BACA JUGA : 3 Orang Jadi Tersangka, Tambang Ilegal di DIY Kini Diburu

“Banyak warga yang telepon dan menyampaikan keluhan terkait aktivitas ini ke saya. Mereka khawatir jika aktivitas itu diteruskan akan merusak keberadaan pohon mangrove dan menyebabkan air sumur warga asin,” kata Carik Tirtohargo, Handoyo, Selasa (12/1/2021).

Lebih lanjut dia memaparkan aktivitas penambangan pasir yang ada di perbatasan Kalurahan Tirtohargo dengan Kalurahan Parantritis tersebut adalah ilegal.
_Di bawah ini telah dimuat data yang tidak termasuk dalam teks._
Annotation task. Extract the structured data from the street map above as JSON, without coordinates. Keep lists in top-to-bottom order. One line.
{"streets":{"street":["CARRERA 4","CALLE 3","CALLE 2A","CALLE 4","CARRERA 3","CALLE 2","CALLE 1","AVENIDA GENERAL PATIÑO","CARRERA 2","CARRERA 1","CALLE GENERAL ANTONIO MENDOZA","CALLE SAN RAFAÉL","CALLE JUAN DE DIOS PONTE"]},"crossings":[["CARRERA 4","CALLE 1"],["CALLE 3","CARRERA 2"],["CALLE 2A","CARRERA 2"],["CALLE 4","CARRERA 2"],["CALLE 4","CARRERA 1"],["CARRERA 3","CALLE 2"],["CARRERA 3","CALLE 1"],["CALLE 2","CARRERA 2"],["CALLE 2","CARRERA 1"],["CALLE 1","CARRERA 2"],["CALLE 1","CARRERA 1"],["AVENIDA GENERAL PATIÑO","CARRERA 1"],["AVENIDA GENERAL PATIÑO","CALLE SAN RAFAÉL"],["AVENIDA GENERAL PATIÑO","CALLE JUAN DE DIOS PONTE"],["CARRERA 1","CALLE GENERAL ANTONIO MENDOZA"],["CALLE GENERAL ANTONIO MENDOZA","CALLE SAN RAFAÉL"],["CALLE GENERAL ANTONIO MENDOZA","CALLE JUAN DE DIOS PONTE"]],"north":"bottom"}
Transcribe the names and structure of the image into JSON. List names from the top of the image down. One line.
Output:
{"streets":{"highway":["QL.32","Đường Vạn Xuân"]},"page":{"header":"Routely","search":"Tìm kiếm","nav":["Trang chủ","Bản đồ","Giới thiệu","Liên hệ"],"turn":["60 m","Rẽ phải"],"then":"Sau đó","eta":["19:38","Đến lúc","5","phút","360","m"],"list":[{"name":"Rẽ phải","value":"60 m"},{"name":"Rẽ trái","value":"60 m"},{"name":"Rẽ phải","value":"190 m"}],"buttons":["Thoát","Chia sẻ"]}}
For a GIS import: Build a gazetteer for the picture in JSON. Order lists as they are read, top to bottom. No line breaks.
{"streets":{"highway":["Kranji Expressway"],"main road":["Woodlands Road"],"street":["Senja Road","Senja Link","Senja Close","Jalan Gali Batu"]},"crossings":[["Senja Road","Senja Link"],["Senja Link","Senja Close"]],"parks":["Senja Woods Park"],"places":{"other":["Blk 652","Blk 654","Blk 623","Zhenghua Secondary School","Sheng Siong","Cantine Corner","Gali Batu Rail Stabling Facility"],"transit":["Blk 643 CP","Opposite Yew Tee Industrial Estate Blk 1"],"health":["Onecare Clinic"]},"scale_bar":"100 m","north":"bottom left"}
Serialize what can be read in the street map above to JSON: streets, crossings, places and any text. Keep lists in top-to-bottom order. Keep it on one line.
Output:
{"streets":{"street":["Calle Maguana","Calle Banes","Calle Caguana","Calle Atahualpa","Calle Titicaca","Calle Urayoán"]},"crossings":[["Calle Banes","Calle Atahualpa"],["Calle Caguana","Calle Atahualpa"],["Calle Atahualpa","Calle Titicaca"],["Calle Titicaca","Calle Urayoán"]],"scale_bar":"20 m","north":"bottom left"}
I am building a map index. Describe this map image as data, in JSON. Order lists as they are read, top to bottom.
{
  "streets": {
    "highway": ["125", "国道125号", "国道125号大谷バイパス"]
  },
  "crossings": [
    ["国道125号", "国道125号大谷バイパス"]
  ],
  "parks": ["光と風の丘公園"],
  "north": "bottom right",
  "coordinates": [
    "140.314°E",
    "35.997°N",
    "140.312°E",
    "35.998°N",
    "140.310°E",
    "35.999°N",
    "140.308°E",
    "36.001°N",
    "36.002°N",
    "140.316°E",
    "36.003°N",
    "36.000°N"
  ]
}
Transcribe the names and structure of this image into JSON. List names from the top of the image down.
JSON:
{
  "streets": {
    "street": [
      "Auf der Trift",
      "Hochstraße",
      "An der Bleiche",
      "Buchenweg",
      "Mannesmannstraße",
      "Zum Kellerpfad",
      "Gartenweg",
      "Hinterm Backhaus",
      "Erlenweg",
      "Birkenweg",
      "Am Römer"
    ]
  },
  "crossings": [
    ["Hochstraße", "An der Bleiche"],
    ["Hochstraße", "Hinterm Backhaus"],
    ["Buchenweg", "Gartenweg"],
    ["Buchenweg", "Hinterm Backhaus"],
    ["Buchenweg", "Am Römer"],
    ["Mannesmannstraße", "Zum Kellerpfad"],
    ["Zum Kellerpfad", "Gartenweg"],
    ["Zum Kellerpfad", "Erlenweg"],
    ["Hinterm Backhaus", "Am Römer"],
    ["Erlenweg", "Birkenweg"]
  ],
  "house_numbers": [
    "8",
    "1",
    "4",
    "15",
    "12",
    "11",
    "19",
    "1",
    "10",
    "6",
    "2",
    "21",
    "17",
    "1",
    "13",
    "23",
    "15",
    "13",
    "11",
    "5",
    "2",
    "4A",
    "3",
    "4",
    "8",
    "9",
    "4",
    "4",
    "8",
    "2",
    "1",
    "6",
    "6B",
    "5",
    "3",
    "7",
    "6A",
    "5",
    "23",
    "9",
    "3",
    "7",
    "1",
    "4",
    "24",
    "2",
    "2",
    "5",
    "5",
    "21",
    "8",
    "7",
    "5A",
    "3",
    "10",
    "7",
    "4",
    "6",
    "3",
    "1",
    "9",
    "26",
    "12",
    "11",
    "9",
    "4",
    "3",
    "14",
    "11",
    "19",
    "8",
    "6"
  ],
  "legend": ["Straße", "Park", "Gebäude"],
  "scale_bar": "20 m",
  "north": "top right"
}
Beberapa waktu lalu warga pernah membubarkan penambangan pasir illegal dengan mesin sedot di Sungai Opak dan tidak ada kegiatan penambangan lagi dengan mesin dan hanya dengan manual. “Oleh karena itu, kami minta petugas untuk menertibkannya," imbuhnya.

Koordinator Penambang Pasir Yanto membantah jika warga sekitar resah dengan keberadaan penambangan di tempat tersebut. Sebab, sampai saat ini, tidak ada keluhan dari warga.

BACA JUGA : Penambangan Liar Masih Marak di Sleman 

“Jika resah, pasti ada laporan dan meminta dihentikan. Tapi, ini kan tidak ada yang laporan,” katanya.

Kepala Satuan Polisi Pamong Praja (Satpol PP) Bantul Yulius Suharta mengatakan, persoalan penambangan pasir ilegal di tempat tersebut menjadi kewenangan dari Satpol PP DIY.

“Kami baru bisa turun jika mengganggu ketentraman dan ketertiban masyarakat. Karena secara kewenangan penertiban aktivitas itu ada di Satpol PP DIY,” jelasnya.